Data shown Start Marker
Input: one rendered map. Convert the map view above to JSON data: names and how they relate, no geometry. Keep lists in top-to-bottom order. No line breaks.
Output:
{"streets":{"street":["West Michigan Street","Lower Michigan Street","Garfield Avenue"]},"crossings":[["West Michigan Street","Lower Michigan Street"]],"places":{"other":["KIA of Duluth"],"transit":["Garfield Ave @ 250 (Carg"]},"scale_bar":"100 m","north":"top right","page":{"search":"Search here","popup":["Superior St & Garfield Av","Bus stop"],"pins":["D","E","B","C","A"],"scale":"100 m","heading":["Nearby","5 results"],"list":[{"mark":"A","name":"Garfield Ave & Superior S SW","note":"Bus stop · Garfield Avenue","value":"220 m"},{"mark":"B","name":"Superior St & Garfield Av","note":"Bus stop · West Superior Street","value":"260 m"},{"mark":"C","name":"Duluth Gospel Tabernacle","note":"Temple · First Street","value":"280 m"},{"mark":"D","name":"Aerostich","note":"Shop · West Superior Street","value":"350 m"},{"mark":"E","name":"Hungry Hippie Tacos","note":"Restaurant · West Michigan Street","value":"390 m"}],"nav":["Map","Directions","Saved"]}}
Data shown End Marker
Return all the lines shown above, word for word.

Written response =
Input: one rendered map. Convert the map view above to JSON data: names and how they relate, no geometry. Keep lists in top-to-bottom order. No line breaks.
Output:
{"streets":{"street":["West Michigan Street","Lower Michigan Street","Garfield Avenue"]},"crossings":[["West Michigan Street","Lower Michigan Street"]],"places":{"other":["KIA of Duluth"],"transit":["Garfield Ave @ 250 (Carg"]},"scale_bar":"100 m","north":"top right","page":{"search":"Search here","popup":["Superior St & Garfield Av","Bus stop"],"pins":["D","E","B","C","A"],"scale":"100 m","heading":["Nearby","5 results"],"list":[{"mark":"A","name":"Garfield Ave & Superior S SW","note":"Bus stop · Garfield Avenue","value":"220 m"},{"mark":"B","name":"Superior St & Garfield Av","note":"Bus stop · West Superior Street","value":"260 m"},{"mark":"C","name":"Duluth Gospel Tabernacle","note":"Temple · First Street","value":"280 m"},{"mark":"D","name":"Aerostich","note":"Shop · West Superior Street","value":"350 m"},{"mark":"E","name":"Hungry Hippie Tacos","note":"Restaurant · West Michigan Street","value":"390 m"}],"nav":["Map","Directions","Saved"]}}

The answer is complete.